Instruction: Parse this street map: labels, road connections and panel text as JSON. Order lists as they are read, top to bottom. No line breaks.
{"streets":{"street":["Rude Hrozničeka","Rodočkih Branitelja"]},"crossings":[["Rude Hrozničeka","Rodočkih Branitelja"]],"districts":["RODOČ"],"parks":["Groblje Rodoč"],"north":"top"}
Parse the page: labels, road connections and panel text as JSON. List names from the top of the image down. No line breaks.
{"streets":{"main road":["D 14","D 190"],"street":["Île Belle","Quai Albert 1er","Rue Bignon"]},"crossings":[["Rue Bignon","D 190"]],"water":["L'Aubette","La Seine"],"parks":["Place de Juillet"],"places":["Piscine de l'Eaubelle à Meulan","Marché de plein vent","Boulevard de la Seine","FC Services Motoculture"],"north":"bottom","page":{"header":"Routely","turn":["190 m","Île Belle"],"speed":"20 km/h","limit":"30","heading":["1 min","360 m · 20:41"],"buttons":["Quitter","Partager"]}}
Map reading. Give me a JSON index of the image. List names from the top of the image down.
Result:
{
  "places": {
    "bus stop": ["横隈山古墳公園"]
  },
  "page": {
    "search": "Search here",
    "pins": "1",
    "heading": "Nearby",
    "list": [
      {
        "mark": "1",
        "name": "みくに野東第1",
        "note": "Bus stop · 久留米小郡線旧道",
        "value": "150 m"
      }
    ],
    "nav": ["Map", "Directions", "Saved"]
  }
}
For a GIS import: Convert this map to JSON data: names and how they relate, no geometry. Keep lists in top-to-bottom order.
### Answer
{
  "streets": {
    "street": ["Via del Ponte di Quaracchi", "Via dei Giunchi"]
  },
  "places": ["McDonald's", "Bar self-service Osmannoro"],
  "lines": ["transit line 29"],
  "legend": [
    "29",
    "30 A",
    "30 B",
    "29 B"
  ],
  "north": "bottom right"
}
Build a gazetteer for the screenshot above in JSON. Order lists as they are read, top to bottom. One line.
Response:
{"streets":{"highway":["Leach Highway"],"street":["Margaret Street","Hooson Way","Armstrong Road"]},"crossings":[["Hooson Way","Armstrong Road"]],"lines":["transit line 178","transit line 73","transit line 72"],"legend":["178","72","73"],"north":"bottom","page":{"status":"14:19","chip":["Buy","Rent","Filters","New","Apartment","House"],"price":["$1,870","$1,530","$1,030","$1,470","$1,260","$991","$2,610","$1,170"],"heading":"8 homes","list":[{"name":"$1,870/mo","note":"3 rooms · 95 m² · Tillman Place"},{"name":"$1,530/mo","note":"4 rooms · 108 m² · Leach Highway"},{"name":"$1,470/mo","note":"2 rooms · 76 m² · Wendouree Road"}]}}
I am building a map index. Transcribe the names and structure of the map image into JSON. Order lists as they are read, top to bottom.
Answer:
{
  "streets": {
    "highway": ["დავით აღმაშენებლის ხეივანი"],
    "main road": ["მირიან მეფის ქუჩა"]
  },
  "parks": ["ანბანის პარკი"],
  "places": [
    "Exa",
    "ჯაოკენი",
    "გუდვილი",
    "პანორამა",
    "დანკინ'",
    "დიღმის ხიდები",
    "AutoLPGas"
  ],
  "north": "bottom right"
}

^^^^^^^^

Using the records given above, list every line that includes the word "index".

Map reading. Give me a JSON index of the image. List names from the top of the image down.
I am building a map index. Transcribe the names and structure of the map image into JSON. Order lists as they are read, top to bottom.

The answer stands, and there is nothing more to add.